November 2016 garden

 

Remember how I recently attended that Glennon Doyle event? They gave all the attendees her latest book on our way out the door. I finished “Love Warrior” this weekend while traveling.

I am new to the Glennon game, but lots of my girlfriends consider her up there next to Oprah, Jen Anniston and Reese Witherspoon in the hierarchy of famous women we look to for advice we should probably just figure out ourselves. After reading this, yes—I get it. I understand Glennon’s appeal. She is vulnerable and honest with her reader to a point that made me uncomfortable. She also reminds readers that faith has nothing to do with perfection.

There were a couple spots in this book that had me nodding and thinking, “I’ve got to write that down!”

{Enter the blog.}

“Most of the messages we receive every day are from people selling easy buttons. Marketers need us to believe that our pain is a mistake that can be solved with their product. As so they ask, ‘Feel lonely? Feel sad? Life hard? Well that’s certainly not because life can be lonely and sad and hard, so everybody feels that way. No, it’s because you don’t have this toy, these jeans, this hair, these countertops, this ice cream, this booze, this woman… fix your hot loneliness with this.’ So we consume and consume but it never works, because you can never get enough of what you don’t need. Our pain is not the poison; the lies about the pain are.”

Oh boy, do I get that. I have tried to buy my way out of unhappiness so many times, you’d think I’d realize it wouldn’t work. More expensive jeans. Fancy department store mascara. Another handbag. None of these made my pain better—if anything, my shopping without budgeting often made my life more difficult and anxiety laden.

The big takeaway I got from this quick read was about pain. Glennon is wrestling with her husband’s infidelity and whether or not she should stay in her marriage. Her pain is wholly different from anything I’ve experienced. And yet her writing about working through her pain made a lot of sense to me, especially in her relationship with God.

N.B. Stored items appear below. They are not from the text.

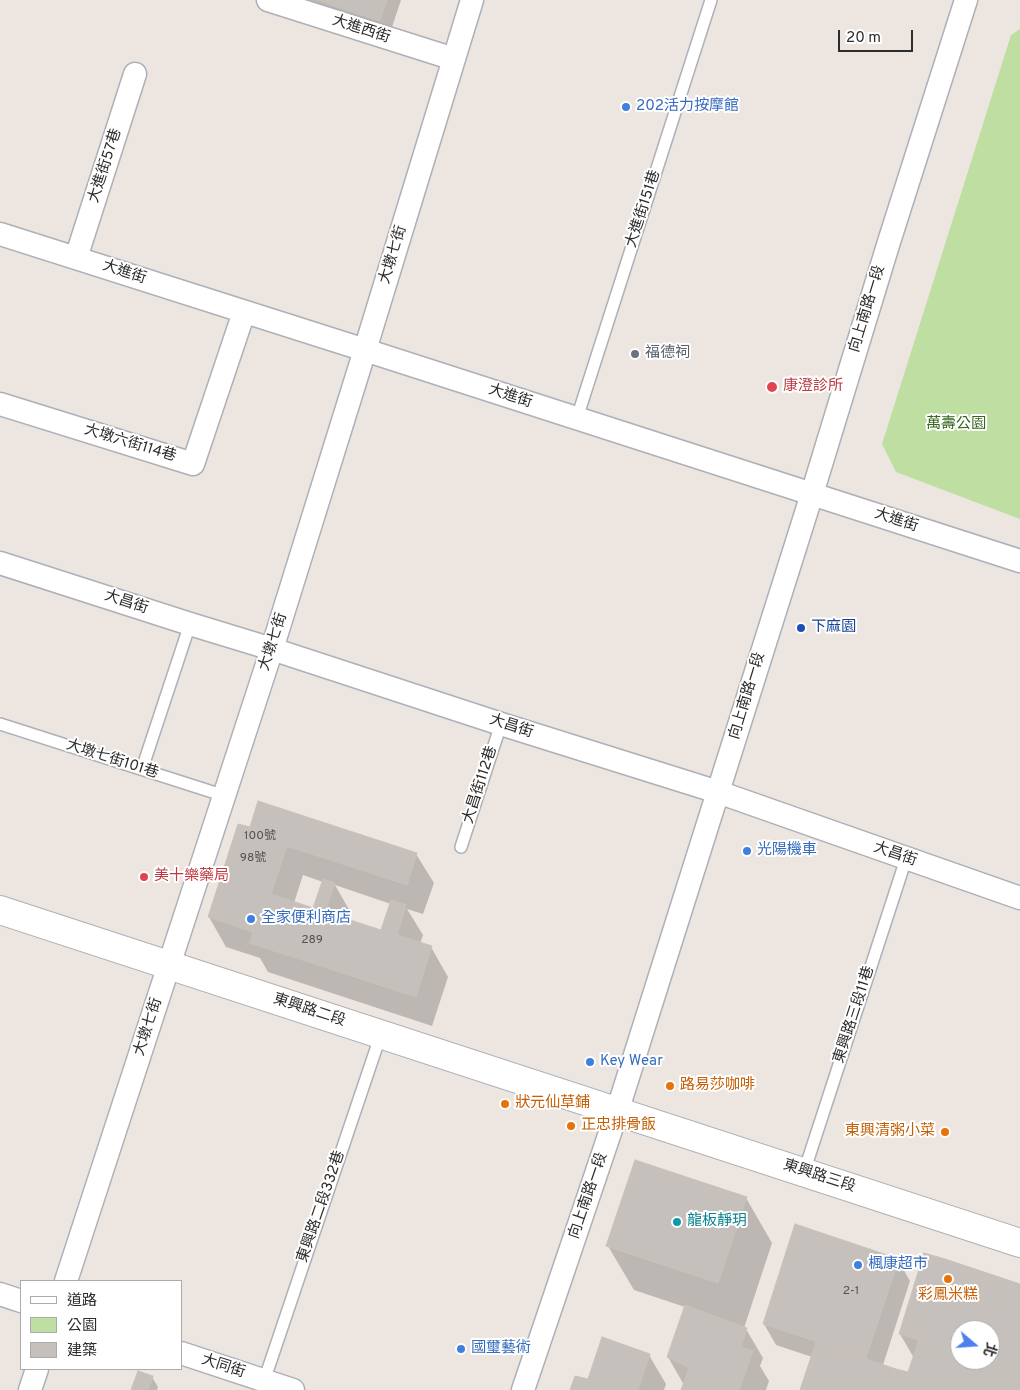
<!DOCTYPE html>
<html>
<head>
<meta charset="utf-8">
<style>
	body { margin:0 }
	#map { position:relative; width:1020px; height:1390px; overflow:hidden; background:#ece5e0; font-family:Overpass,"Noto Sans TC",sans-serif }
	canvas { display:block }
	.legend { position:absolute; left:20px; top:1280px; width:162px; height:90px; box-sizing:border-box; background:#fff; border:1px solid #ababab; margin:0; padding:6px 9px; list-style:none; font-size:15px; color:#2c2c2c }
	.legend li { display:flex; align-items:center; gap:10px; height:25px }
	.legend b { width:25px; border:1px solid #ababab }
	.north { position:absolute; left:950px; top:1320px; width:50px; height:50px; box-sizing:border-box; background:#fff; border:1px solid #ababab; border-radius:50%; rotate:108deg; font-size:14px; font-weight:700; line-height:20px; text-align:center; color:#2c2c2c }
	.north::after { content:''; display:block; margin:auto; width:18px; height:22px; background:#4d80ed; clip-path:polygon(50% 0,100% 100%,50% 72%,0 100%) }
	.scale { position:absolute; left:838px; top:30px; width:75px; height:22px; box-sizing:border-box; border:2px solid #2c2c2c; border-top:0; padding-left:6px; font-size:15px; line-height:18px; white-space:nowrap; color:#2c2c2c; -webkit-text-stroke:4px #fff; paint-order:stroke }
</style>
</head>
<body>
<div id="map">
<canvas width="1020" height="1390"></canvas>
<ul class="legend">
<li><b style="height:6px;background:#fff"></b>道路</li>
<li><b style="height:14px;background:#bedfa1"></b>公園</li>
<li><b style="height:14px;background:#c5c0bb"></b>建築</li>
</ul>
<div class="north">北</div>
<div class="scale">20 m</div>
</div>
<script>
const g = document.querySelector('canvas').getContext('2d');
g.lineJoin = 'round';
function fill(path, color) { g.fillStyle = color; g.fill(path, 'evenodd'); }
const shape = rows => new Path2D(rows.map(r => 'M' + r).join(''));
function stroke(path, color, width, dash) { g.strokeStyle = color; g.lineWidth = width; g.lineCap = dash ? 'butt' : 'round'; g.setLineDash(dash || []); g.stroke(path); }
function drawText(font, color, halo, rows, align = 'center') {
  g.font = font + ' Overpass,"Noto Sans TC",sans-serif'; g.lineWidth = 4; g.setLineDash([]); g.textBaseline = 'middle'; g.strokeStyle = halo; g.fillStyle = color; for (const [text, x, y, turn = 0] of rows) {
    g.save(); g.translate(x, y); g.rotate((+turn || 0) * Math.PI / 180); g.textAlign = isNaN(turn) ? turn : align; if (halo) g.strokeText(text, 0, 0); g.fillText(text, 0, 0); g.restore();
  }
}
const green = shape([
	[1020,29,1020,519,896,472,882,444,1011,35]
]);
const shadow = shape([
	[308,0,401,0,389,36,315,12],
	[250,829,416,854,434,883,423,914,407,909,423,935,420,944,431,947,448,977,432,1026,268,972,260,958,226,947,209,917],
	[303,875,323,882,314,909,294,903],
	[335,885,391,904,382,931,349,921,351,913],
	[746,1198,772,1243,744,1328,746,1329,763,1358,760,1366,769,1381,766,1390,683,1390,684,1385,668,1357,685,1307,634,1290,608,1246],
	[898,1260,910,1281,883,1365,909,1374,914,1358,900,1334,1020,1285,1020,1390,801,1390,812,1357,776,1345,764,1324],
	[960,1330,990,1330,990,1360,960,1360],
	[649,1355,666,1384,664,1390,572,1390,589,1381],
	[152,1377,158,1387,157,1390,132,1390]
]);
const building = shape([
	[317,0,387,0,380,21,317,0],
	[258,801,417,853,407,885,287,846,271,894,313,908,323,879,335,883,325,912,381,930,391,900,406,905,397,935,432,946,416,997,250,943,253,932,208,917,238,824,250,827,258,801],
	[635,1160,747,1197,718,1283,606,1246,635,1160],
	[795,1224,899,1259,866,1358,763,1324,795,1224],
	[924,1253,945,1259,919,1340,899,1334,924,1253],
	[945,1259,1005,1279,988,1330,960,1330,960,1353,919,1340,945,1259],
	[1005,1279,1020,1284,1020,1345,1012,1370,981,1360,990,1360,990,1330,988,1330,1005,1279],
	[685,1305,747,1328,741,1347,753,1351,739,1390,681,1390,689,1368,667,1357,685,1305],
	[602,1337,650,1354,638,1390,570,1390,575,1376,588,1379,602,1337],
	[919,1340,960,1353,960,1360,981,1360,1020,1373,1020,1390,890,1390,896,1369,908,1372,919,1340],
	[816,1342,896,1369,890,1390,800,1390,816,1342],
	[1020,1345,1020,1373,1012,1370,1020,1345],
	[138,1371,153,1376,148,1390,131,1390,138,1371]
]);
const lane = shape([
	[577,418,711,0],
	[0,724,225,796],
	[142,769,190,624],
	[461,847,501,724],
	[804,1172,906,859],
	[264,1381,381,1034]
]);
const street = shape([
	[268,0,454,59],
	[0,234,365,350,1020,561],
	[76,258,135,74],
	[0,404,193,464,244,312],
	[0,563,190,624,272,649,501,724,718,792,1020,898],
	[66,1281,272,649,365,350,472,0],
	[0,1294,21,1301],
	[181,1353,293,1390],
	[30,1390,37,1369],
	[523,1390,617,1112,812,494,888,245,966,0]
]);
const secondary = shape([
	[0,910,1020,1243]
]);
const markers = [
	[626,107,5,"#3f7fe0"],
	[635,354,5,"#6b7280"],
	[772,387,6,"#e0444e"],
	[801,628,5,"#1a4fb4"],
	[747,851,5,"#3f7fe0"],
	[144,877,5,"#e0444e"],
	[251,919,5,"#3f7fe0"],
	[590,1062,5,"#3f7fe0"],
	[670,1086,5,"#e8710a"],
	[505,1104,5,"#e8710a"],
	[571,1126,5,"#e8710a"],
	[945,1132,5,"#e8710a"],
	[677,1222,5,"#0f9aa8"],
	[858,1265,5,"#3f7fe0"],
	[948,1279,5,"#e8710a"],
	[461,1349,5,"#3f7fe0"]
];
const numberNames = [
	["100號",260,837],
	["98號",253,859],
	["289",312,941],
	["2-1",851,1292]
];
const streetNames = [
	["大進西街",361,30,18],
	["大進街57巷",106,166,-72],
	["大進街151巷",644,209,-72],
	["大墩七街",394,255,-73],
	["大進街",124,273,18],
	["向上南路一段",868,309,-73],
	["大進街",510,397,18],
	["大墩六街114巷",130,444,17],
	["大進街",896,521,18],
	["大昌街",126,603,18],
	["大墩七街",274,642,-72],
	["向上南路一段",748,696,-73],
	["大昌街",511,727,18],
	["大墩七街101巷",112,760,18],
	["大昌街112巷",481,785,-72],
	["大昌街",895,855,19],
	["東興路二段",309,1011,18],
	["東興路三段11巷",855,1015,-72],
	["大墩七街",149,1027,-72],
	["東興路三段",819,1177,18],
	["向上南路一段",589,1196,-71],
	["東興路二段332巷",322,1207,-71],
	["大同街",223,1367,18]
];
const shopNames = [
	["202活力按摩館",636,107],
	["光陽機車",757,851],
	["全家便利商店",261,919],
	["Key Wear",600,1062],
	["楓康超市",868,1265],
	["國璽藝術",471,1349]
];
const worshipNames = [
	["福德祠",645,354]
];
const healthNames = [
	["康澄診所",783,387],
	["美十樂藥局",154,877]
];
const parkNames = [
	["萬壽公園",956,425]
];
const transitNames = [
	["下麻園",811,628]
];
const foodNames = [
	["路易莎咖啡",680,1086],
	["狀元仙草鋪",515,1104],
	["正忠排骨飯",581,1126],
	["東興清粥小菜",935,1132,"right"],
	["彩鳳米糕",948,1296,"center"]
];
const cultureNames = [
	["龍板靜玥",687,1222]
];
fill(green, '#bedfa1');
fill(shadow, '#0003');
fill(building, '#c5c0bb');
stroke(building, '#c8c1b9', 1);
stroke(lane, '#acb0b7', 14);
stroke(street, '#acb0b7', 25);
stroke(secondary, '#acb0b7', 30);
stroke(lane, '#fff', 11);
stroke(street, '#fff', 22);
stroke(secondary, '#fff', 28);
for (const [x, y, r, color] of markers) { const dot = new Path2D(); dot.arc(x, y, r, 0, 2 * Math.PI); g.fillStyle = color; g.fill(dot); stroke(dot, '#fff', 2); }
drawText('12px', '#525150', null, numberNames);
drawText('15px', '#2c2c2c', '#fff', streetNames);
drawText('15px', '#366cbe', '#fff', shopNames, 'left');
drawText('15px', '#5b616d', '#fff', worshipNames, 'left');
drawText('15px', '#be3a42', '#fff', healthNames, 'left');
drawText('15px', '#386520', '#fff', parkNames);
drawText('15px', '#164399', '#fff', transitNames, 'left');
drawText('15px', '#c56008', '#fff', foodNames, 'left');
drawText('15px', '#0d838f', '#fff', cultureNames, 'left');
</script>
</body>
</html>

She writes, “I think about how the people who seem closest to God are often not dressed up and sitting in pews, but dressed down and sitting in folding chairs in recovery meetings. They have refused to cover themselves any longer. They are the ones who are no longer pretending. They are the ones who know. Pain led them to their rock bottom, and rock bottom is the beginning of any honest life, any spiritual journey. These are the ones who know that faith is standing before your maker and asking, ‘I just need to know if you can really know me and still love me.’ God’s yes to us is free and final. Our yeses to each other are harder to come by.”

Glennon’s story is also one of recovery and sobriety. She is an addict who unexpectedly finds herself pregnant. She has to clean up, so she does. But it isn’t an easy or straight path and she has to tell herself regularly not to think about getting through the day, but getting through the next choice. Making the next choice a good one.

The final passage I’ll share also made me smile and resonated. It is beautifully written:

“Some loves are perennials—they survive the winter and bloom again. Other loves are annuals—beautiful and lush and full for a season and then back to the earth to die and create richer soil for new life to grow. The eventual result of both types of plants is new life. New life. Nothing wasted. No failure. Love never fails. Love is messy and beautiful and brutal—and real love, the dangerous kind—it changes us. It makes us new.”